WORK REQUIRED: Give back every line of the data exactly. Pictures are not part of the copy.
Content starts
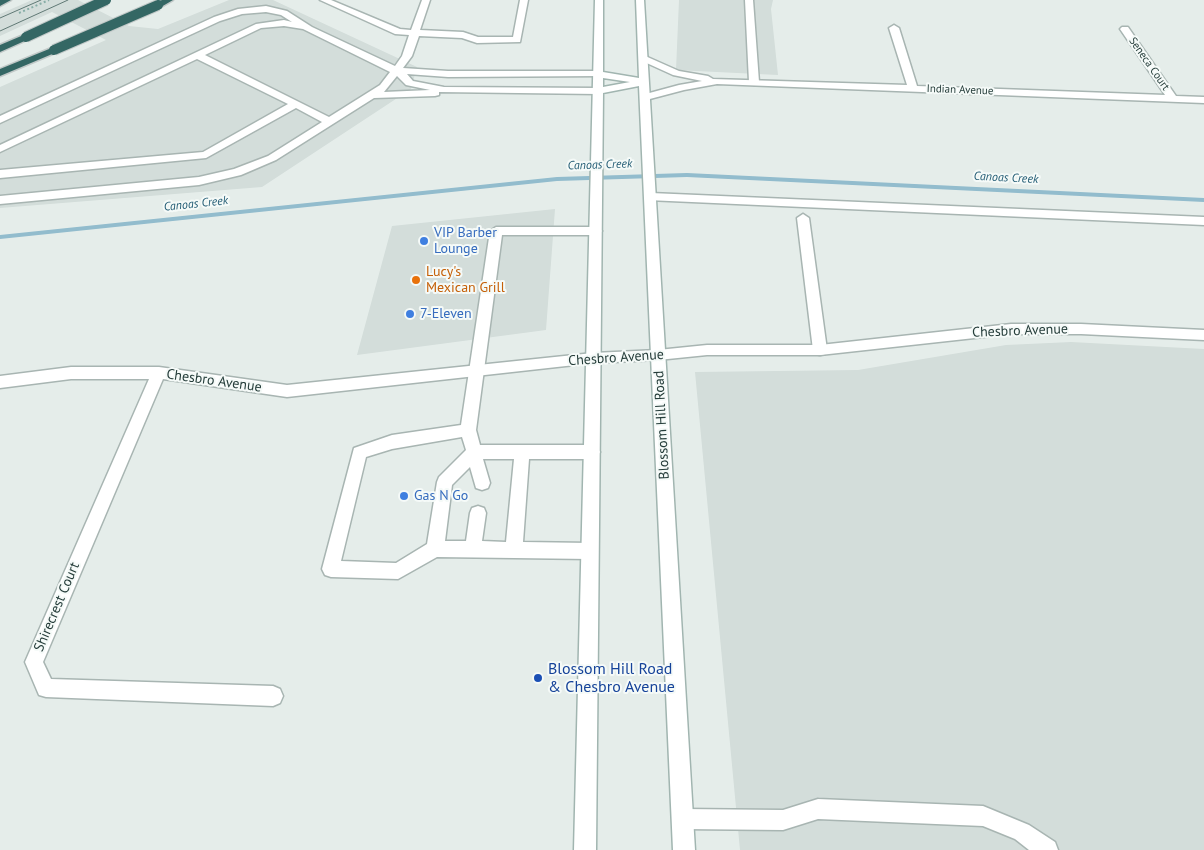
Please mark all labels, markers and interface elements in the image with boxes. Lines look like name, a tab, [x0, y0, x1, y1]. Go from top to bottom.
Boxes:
street label: Seneca Court	[1126, 35, 1172, 93]
street label: Indian Avenue	[926, 82, 994, 98]
water label: Canoas Creek	[567, 157, 633, 173]
water label: Canoas Creek	[973, 169, 1039, 187]
water label: Canoas Creek	[163, 193, 229, 215]
place label: VIP Barber Lounge	[434, 225, 497, 258]
marker: VIP Barber Lounge	[418, 235, 430, 247]
place label: Lucy's Mexican Grill	[426, 264, 505, 296]
marker: Lucy's Mexican Grill	[410, 274, 422, 286]
place label: 7-Eleven	[420, 306, 472, 322]
marker: 7-Eleven	[404, 308, 416, 320]
street label: Chesbro Avenue	[972, 321, 1068, 341]
street label: Chesbro Avenue	[568, 346, 664, 370]
street label: Chesbro Avenue	[165, 366, 263, 396]
street label: Blossom Hill Road	[651, 370, 673, 480]
place label: Gas N Go	[414, 488, 468, 504]
marker: Gas N Go	[398, 490, 410, 502]
street label: Shirecrest Court	[31, 560, 83, 654]
place label: Blossom Hill Road & Chesbro Avenue	[548, 659, 675, 697]
marker: Blossom Hill Road & Chesbro Avenue	[532, 672, 544, 684]

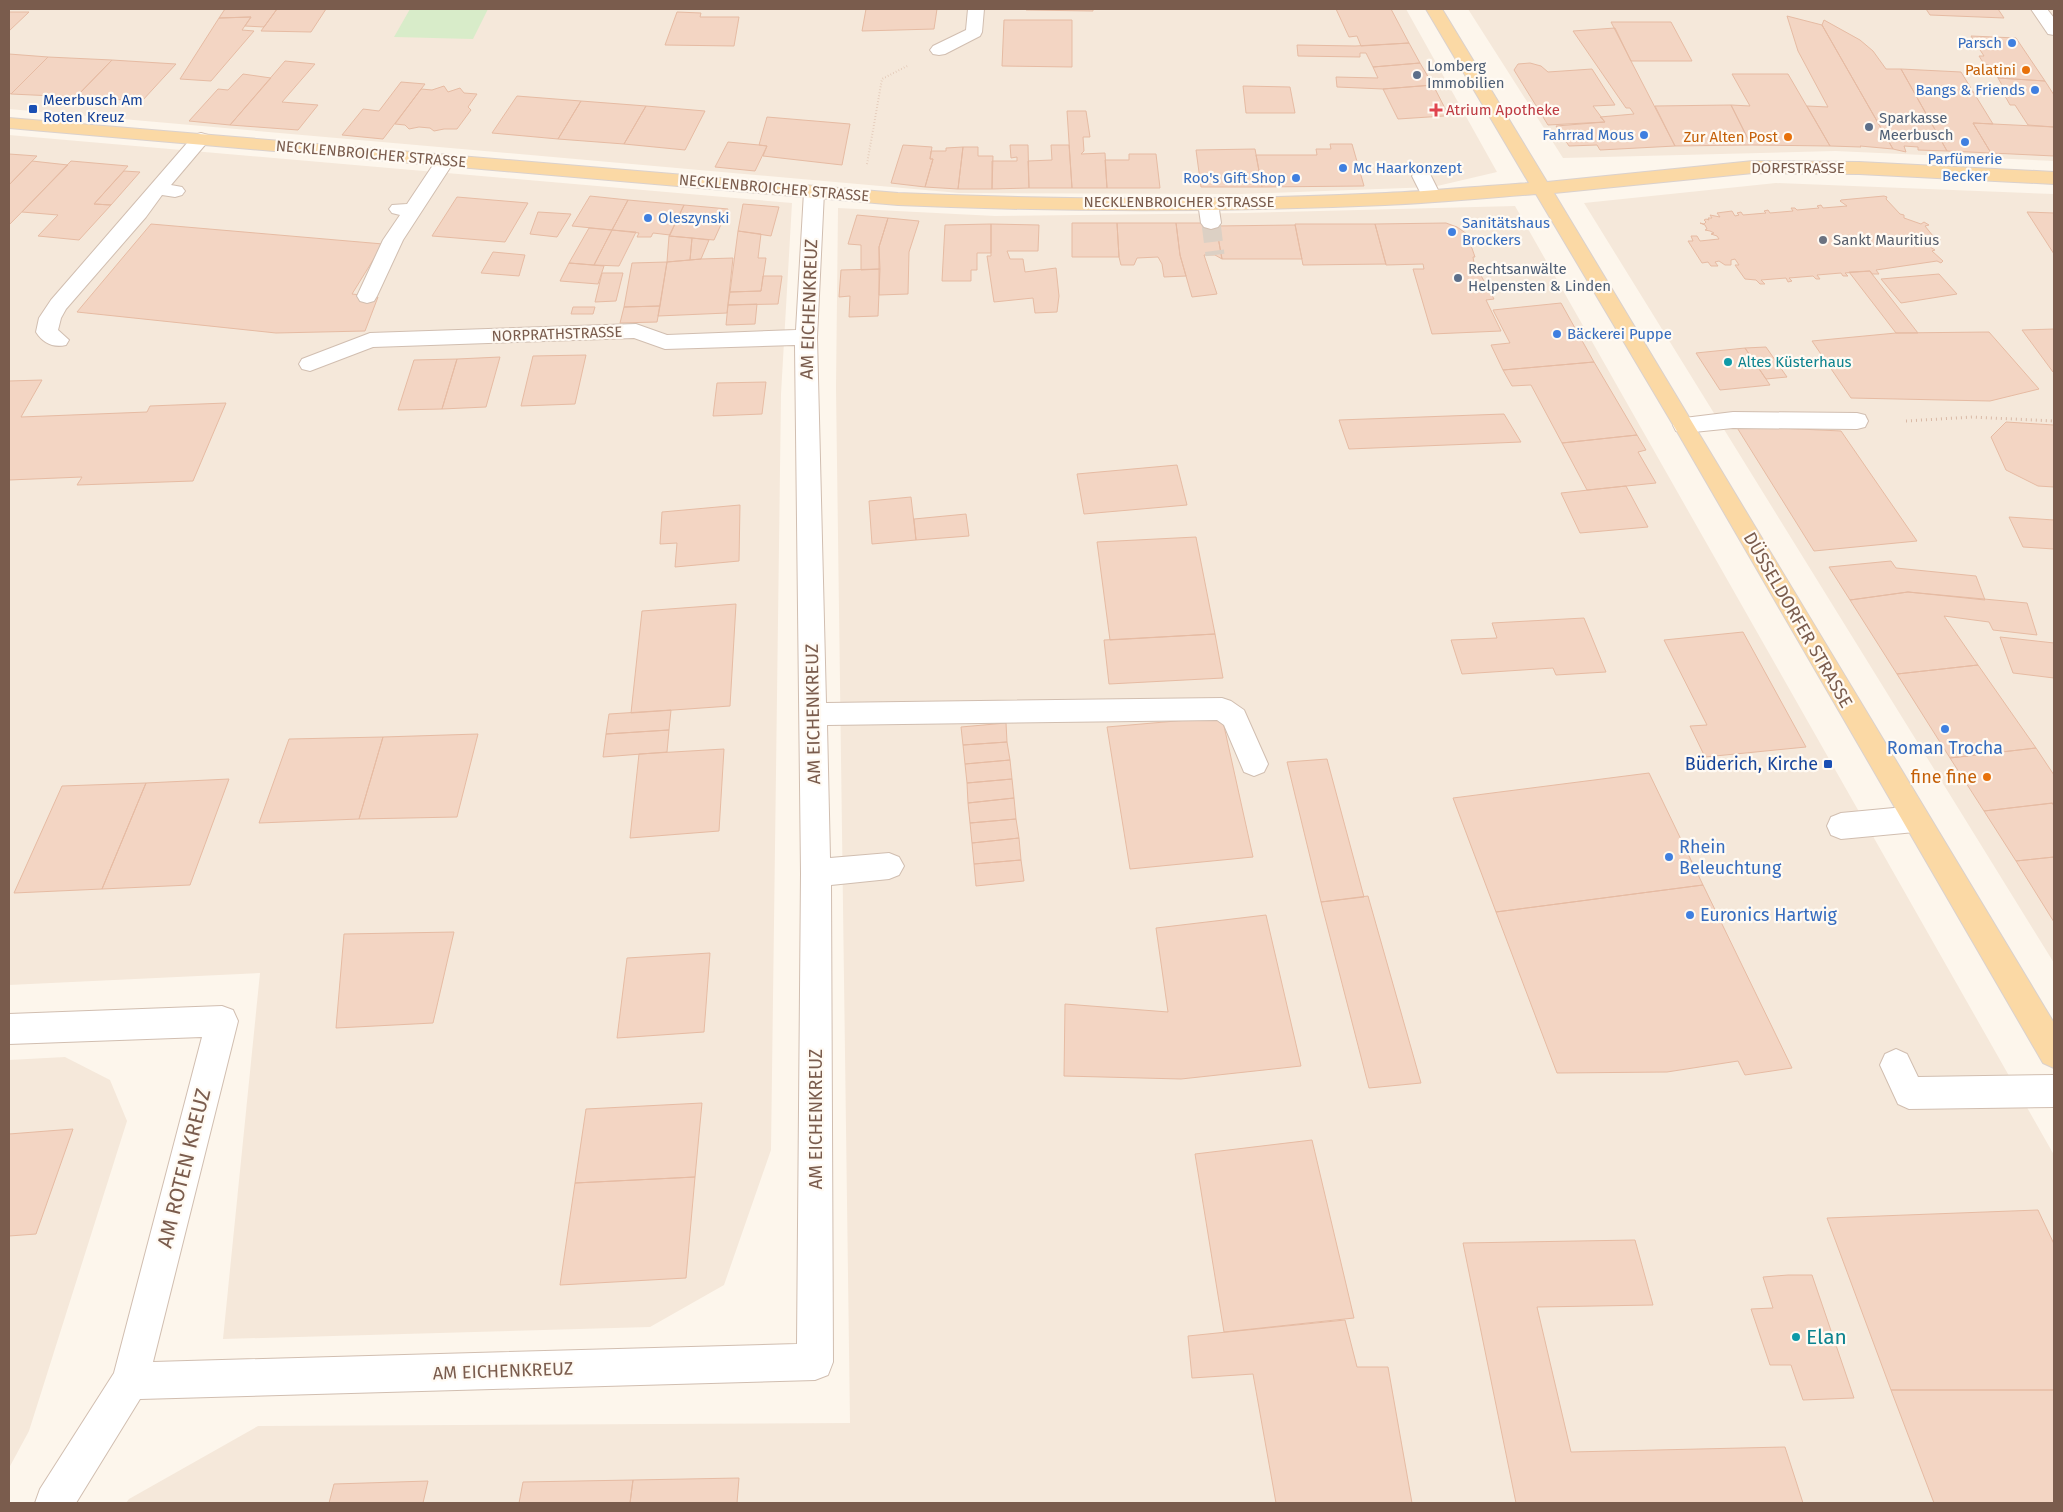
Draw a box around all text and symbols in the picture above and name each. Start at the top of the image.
place label: Parsch [1957,34,2002,52]
marker: Parsch [2006,37,2018,49]
place label: Lomberg Immobilien [1427,57,1505,92]
place label: Palatini [1965,61,2016,79]
marker: Palatini [2020,64,2032,76]
marker: Lomberg Immobilien [1411,69,1423,81]
place label: Bangs & Friends [1916,81,2025,99]
marker: Bangs & Friends [2029,84,2041,96]
place label: Meerbusch Am Roten Kreuz [43,91,143,126]
place label: Atrium Apotheke [1446,101,1560,119]
marker: Meerbusch Am Roten Kreuz [27,103,39,115]
marker: Atrium Apotheke [1430,104,1442,116]
place label: Sparkasse Meerbusch [1879,109,1953,144]
marker: Sparkasse Meerbusch [1863,121,1875,133]
place label: Fahrrad Mous [1542,126,1634,144]
place label: Zur Alten Post [1683,128,1779,146]
marker: Fahrrad Mous [1638,129,1650,141]
marker: Zur Alten Post [1782,131,1794,143]
marker: Parfümerie Becker [1959,136,1971,148]
street label: NECKLENBROICHER STRASSE [275,137,467,171]
place label: Parfümerie Becker [1928,150,2002,185]
place label: Mc Haarkonzept [1353,159,1463,177]
street label: DORFSTRASSE [1751,159,1845,177]
marker: Mc Haarkonzept [1337,162,1349,174]
place label: Roo's Gift Shop [1183,169,1286,187]
street label: NECKLENBROICHER STRASSE [678,171,870,205]
marker: Roo's Gift Shop [1290,172,1302,184]
street label: NECKLENBROICHER STRASSE [1083,193,1275,211]
place label: Oleszynski [658,209,730,227]
marker: Oleszynski [642,212,654,224]
place label: Sanitätshaus Brockers [1462,214,1550,249]
marker: Sanitätshaus Brockers [1446,226,1458,238]
place label: Sankt Mauritius [1833,231,1939,249]
marker: Sankt Mauritius [1817,234,1829,246]
street label: AM EICHENKREUZ [796,238,822,380]
place label: Rechtsanwälte Helpensten & Linden [1468,260,1611,295]
marker: Rechtsanwälte Helpensten & Linden [1452,272,1464,284]
street label: NORPRATHSTRASSE [491,323,623,345]
place label: Bäckerei Puppe [1567,325,1672,343]
marker: Bäckerei Puppe [1551,328,1563,340]
place label: Altes Küsterhaus [1738,353,1852,371]
marker: Altes Küsterhaus [1722,356,1734,368]
street label: DÜSSELDORFER STRASSE [1739,528,1857,712]
street label: AM EICHENKREUZ [801,644,825,784]
marker: Roman Trocha [1939,723,1951,735]
place label: Roman Trocha [1887,737,2003,759]
place label: Büderich, Kirche [1685,753,1818,775]
marker: Büderich, Kirche [1822,758,1834,770]
place label: fine fine [1911,766,1977,788]
marker: fine fine [1981,771,1993,783]
place label: Rhein Beleuchtung [1679,836,1782,879]
marker: Rhein Beleuchtung [1663,851,1675,863]
place label: Euronics Hartwig [1700,904,1838,926]
marker: Euronics Hartwig [1684,909,1696,921]
street label: AM EICHENKREUZ [805,1049,827,1189]
street label: AM ROTEN KREUZ [152,1086,216,1250]
place label: Elan [1806,1324,1847,1350]
marker: Elan [1790,1331,1802,1343]
street label: AM EICHENKREUZ [432,1358,574,1384]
Content ends
YOUR SOLUTION:
Please mark all labels, markers and interface elements in the image with boxes. Lines look like name, a tab, [x0, y0, x1, y1]. Go from top to bottom.
Boxes:
street label: Seneca Court	[1126, 35, 1172, 93]
street label: Indian Avenue	[926, 82, 994, 98]
water label: Canoas Creek	[567, 157, 633, 173]
water label: Canoas Creek	[973, 169, 1039, 187]
water label: Canoas Creek	[163, 193, 229, 215]
place label: VIP Barber Lounge	[434, 225, 497, 258]
marker: VIP Barber Lounge	[418, 235, 430, 247]
place label: Lucy's Mexican Grill	[426, 264, 505, 296]
marker: Lucy's Mexican Grill	[410, 274, 422, 286]
place label: 7-Eleven	[420, 306, 472, 322]
marker: 7-Eleven	[404, 308, 416, 320]
street label: Chesbro Avenue	[972, 321, 1068, 341]
street label: Chesbro Avenue	[568, 346, 664, 370]
street label: Chesbro Avenue	[165, 366, 263, 396]
street label: Blossom Hill Road	[651, 370, 673, 480]
place label: Gas N Go	[414, 488, 468, 504]
marker: Gas N Go	[398, 490, 410, 502]
street label: Shirecrest Court	[31, 560, 83, 654]
place label: Blossom Hill Road & Chesbro Avenue	[548, 659, 675, 697]
marker: Blossom Hill Road & Chesbro Avenue	[532, 672, 544, 684]

Draw a box around all text and symbols in the picture above and name each. Start at the top of the image.
place label: Parsch [1957,34,2002,52]
marker: Parsch [2006,37,2018,49]
place label: Lomberg Immobilien [1427,57,1505,92]
place label: Palatini [1965,61,2016,79]
marker: Palatini [2020,64,2032,76]
marker: Lomberg Immobilien [1411,69,1423,81]
place label: Bangs & Friends [1916,81,2025,99]
marker: Bangs & Friends [2029,84,2041,96]
place label: Meerbusch Am Roten Kreuz [43,91,143,126]
place label: Atrium Apotheke [1446,101,1560,119]
marker: Meerbusch Am Roten Kreuz [27,103,39,115]
marker: Atrium Apotheke [1430,104,1442,116]
place label: Sparkasse Meerbusch [1879,109,1953,144]
marker: Sparkasse Meerbusch [1863,121,1875,133]
place label: Fahrrad Mous [1542,126,1634,144]
place label: Zur Alten Post [1683,128,1779,146]
marker: Fahrrad Mous [1638,129,1650,141]
marker: Zur Alten Post [1782,131,1794,143]
marker: Parfümerie Becker [1959,136,1971,148]
street label: NECKLENBROICHER STRASSE [275,137,467,171]
place label: Parfümerie Becker [1928,150,2002,185]
place label: Mc Haarkonzept [1353,159,1463,177]
street label: DORFSTRASSE [1751,159,1845,177]
marker: Mc Haarkonzept [1337,162,1349,174]
place label: Roo's Gift Shop [1183,169,1286,187]
street label: NECKLENBROICHER STRASSE [678,171,870,205]
marker: Roo's Gift Shop [1290,172,1302,184]
street label: NECKLENBROICHER STRASSE [1083,193,1275,211]
place label: Oleszynski [658,209,730,227]
marker: Oleszynski [642,212,654,224]
place label: Sanitätshaus Brockers [1462,214,1550,249]
marker: Sanitätshaus Brockers [1446,226,1458,238]
place label: Sankt Mauritius [1833,231,1939,249]
marker: Sankt Mauritius [1817,234,1829,246]
street label: AM EICHENKREUZ [796,238,822,380]
place label: Rechtsanwälte Helpensten & Linden [1468,260,1611,295]
marker: Rechtsanwälte Helpensten & Linden [1452,272,1464,284]
street label: NORPRATHSTRASSE [491,323,623,345]
place label: Bäckerei Puppe [1567,325,1672,343]
marker: Bäckerei Puppe [1551,328,1563,340]
place label: Altes Küsterhaus [1738,353,1852,371]
marker: Altes Küsterhaus [1722,356,1734,368]
street label: DÜSSELDORFER STRASSE [1739,528,1857,712]
street label: AM EICHENKREUZ [801,644,825,784]
marker: Roman Trocha [1939,723,1951,735]
place label: Roman Trocha [1887,737,2003,759]
place label: Büderich, Kirche [1685,753,1818,775]
marker: Büderich, Kirche [1822,758,1834,770]
place label: fine fine [1911,766,1977,788]
marker: fine fine [1981,771,1993,783]
place label: Rhein Beleuchtung [1679,836,1782,879]
marker: Rhein Beleuchtung [1663,851,1675,863]
place label: Euronics Hartwig [1700,904,1838,926]
marker: Euronics Hartwig [1684,909,1696,921]
street label: AM EICHENKREUZ [805,1049,827,1189]
street label: AM ROTEN KREUZ [152,1086,216,1250]
place label: Elan [1806,1324,1847,1350]
marker: Elan [1790,1331,1802,1343]
street label: AM EICHENKREUZ [432,1358,574,1384]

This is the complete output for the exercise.